En esto de gestionar recursos
escasos no hay nadie como una madre.
En estos últimos años, en nuestro
país, hemos experimentado un fenómeno que se ha ido desarrollando de forma
paralela al nacimiento y consolidación de nuestra democracia. Mientras que
todos los españoles nos congratulábamos por el ejemplar proceso consensuado de
instauración de la monarquía parlamentaria que consolidaba a nuestro país como
un país en desarrollo con instituciones preparadas para convertirse en país de
primera división, democrático y consolidador del estado del bienestar, se ha
dado un fenómeno paralelo de significativa importancia. La destrucción de la
familia.
Por absurdo que pueda parecerle a
determinados elementos defensores del hedonismo relativista extremo, se puede
afirmar que hasta para la gestión de lo público, la familia ha de ser un
referente.
A grandes rasgos, la humanidad,
hoy por hoy, tiene el problema de haber cambiado sus prioridades, sus ídolos.
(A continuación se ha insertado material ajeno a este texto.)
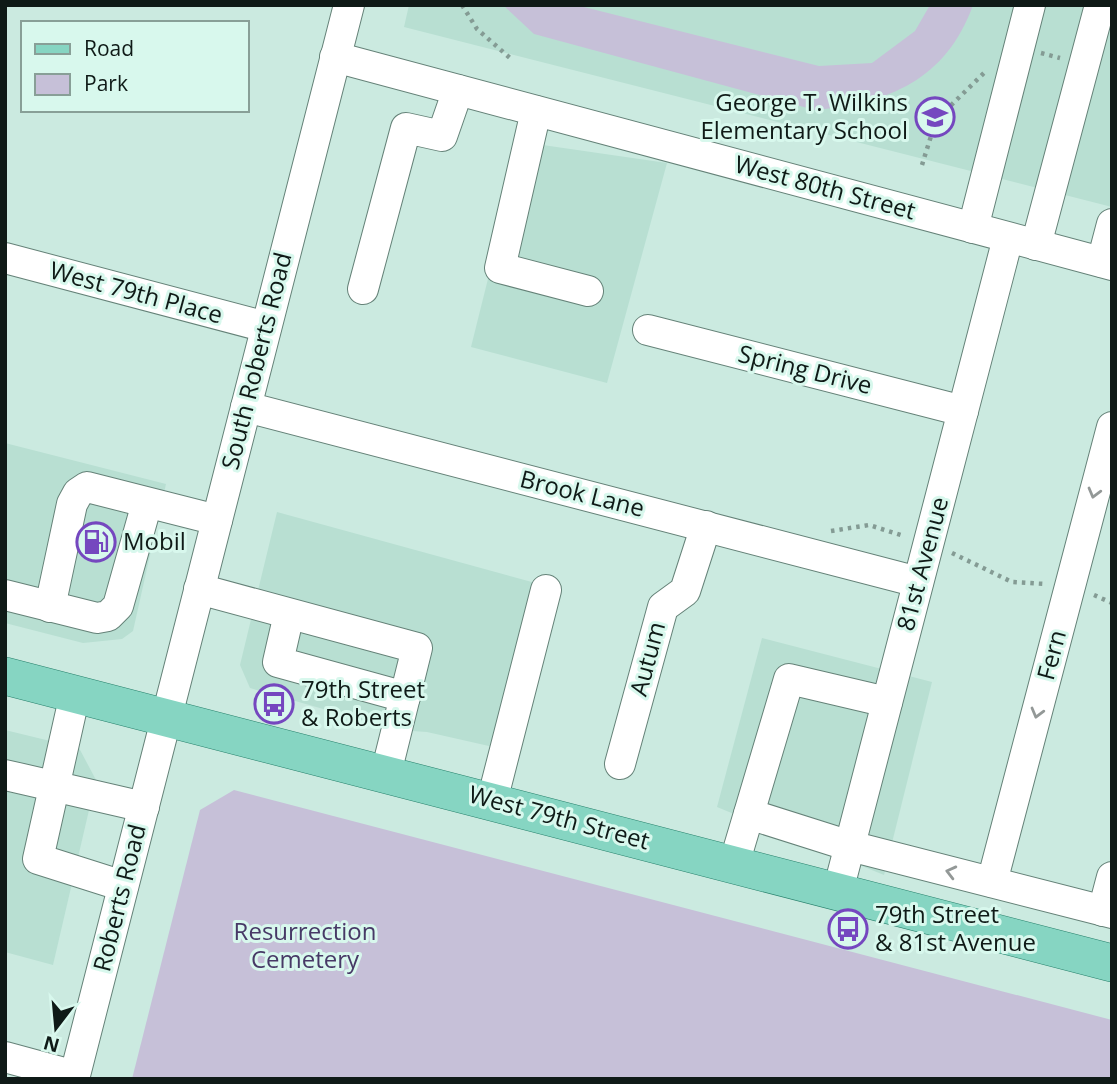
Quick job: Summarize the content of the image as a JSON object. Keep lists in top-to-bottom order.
{
  "streets": {
    "main road": ["West 79th Street"],
    "street": [
      "West 80th Street",
      "West 79th Place",
      "South Roberts Road",
      "Spring Drive",
      "Brook Lane",
      "81st Avenue",
      "Fern",
      "Autum",
      "Roberts Road"
    ]
  },
  "crossings": [
    ["West 80th Street", "South Roberts Road"],
    ["West 80th Street", "81st Avenue"],
    ["West 79th Place", "South Roberts Road"],
    ["South Roberts Road", "Brook Lane"],
    ["South Roberts Road", "West 79th Street"],
    ["South Roberts Road", "Roberts Road"],
    ["Spring Drive", "81st Avenue"],
    ["Brook Lane", "81st Avenue"],
    ["Brook Lane", "Autum"],
    ["81st Avenue", "West 79th Street"],
    ["West 79th Street", "Roberts Road"]
  ],
  "one_way": ["Fern"],
  "parks": ["Resurrection Cemetery"],
  "places": {
    "school or university": ["George T. Wilkins Elementary School"],
    "fuel station": ["Mobil"],
    "bus stop": ["79th Street & Roberts", "79th Street & 81st Avenue"]
  },
  "legend": ["Road", "Park"],
  "north": "bottom"
}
Hemos pasado, de procurar buscar cuantos recursos son necesarios para el
sostenimiento desarrollo y consolidación de la unidad familiar, es decir, del
“trabajo para formar una familia” “trabajo para que mi familia esté mejor” a
trabajar por acumular meramente riqueza, dinero por acumular dinero. El dinero
se ha convertido en nuestro nuevo Dios. Se pierden valores, valores que han
constituido la base del proyecto de Unión Europea, la base de un país, la base
de nuestro país. De ahí el desorbitado desarrollo de los mercados de capitales,
que si bien se debe considerar necesario por el efecto innovador referente para
el crecimiento generalizado, no debe justificarse por sí mismo, precisamente
porque detrás de todo ha de estar la consolidación precisamente, del bienestar
de las personas, de las familias.
Las finanzas no son el fin, sino
el medio y, tal y como dice el Catedrático de Filosofía del Derecho y Filosofíapolítica, emérito de la Universidad de Valencia, Jesús Ballesteros: “las finanzas están
al servicio de la economía real y, esta a su vez, al servicio del libre
desarrollo de la personalidad, lo cual reduce la mínimo los niveles de
desempleo”.
Como tampoco la administración
pública, debe considerarse el centro de toda actividad. La Administración
pública debe constituir un medio para facilitar a los individuos, libremente,
su desarrollo personal, económico y social y no debe constituirse como el fin
en sí mismo de su razón de ser. Porque no es lo mismo reducir un presupuesto
público que se entiende sobredimensionado, como premisa para, con una necesaria
y adecuada rebaja de impuestos, favorecer la creación de riqueza del sector
privado e incremento de nuestro bienestar, que amoldar el régimen impositivo
para que la administración pública pueda incrementar sus ingresos, a costa de
lo que sea, para seguir generando continuas y permanentes ineficiencias que
impiden la consecución de los necesarios grados de crecimiento que se han de
conseguir si, efectiva y realmente, se quiere crear empleo.
Quien no ha escuchado alguna vez
eso de: “si sólo cuesta…., total no vamos a salir de pobres”. Pues fíjense si
es importante la familia que cada vez que escucho expresiones de ese tipo,
automáticamente me vienen a la cabeza las palabras que a buen seguro todos
hemos escuchado alguna vez de nuestra madre: “quitando un poco de allí y otro
poco de allá al final se tiene para todo, sin lujos, pero para todo”. Lejos de
esto, se reducen sueldos a los empleados de la Administración pública para
poder seguir gastando en políticas que, sin duda alguna, generan externalidades
negativas netas en términos comparativos con las que sería capaz de generar el
propio mercado, cada uno de los ciudadanos por sí mismo, si dispusiera de mayor
renta en su bolsillo y tuviera como objetivo el bienestar de su familias.
Y confirmando que este artículo
versa sobre la importancia de las próximas elecciones al Parlamento Europeo,
concluyo con Margaret Thatcher: “Puede
que sea el gallo el que canta, pero es la gallina la que pone los huevos”.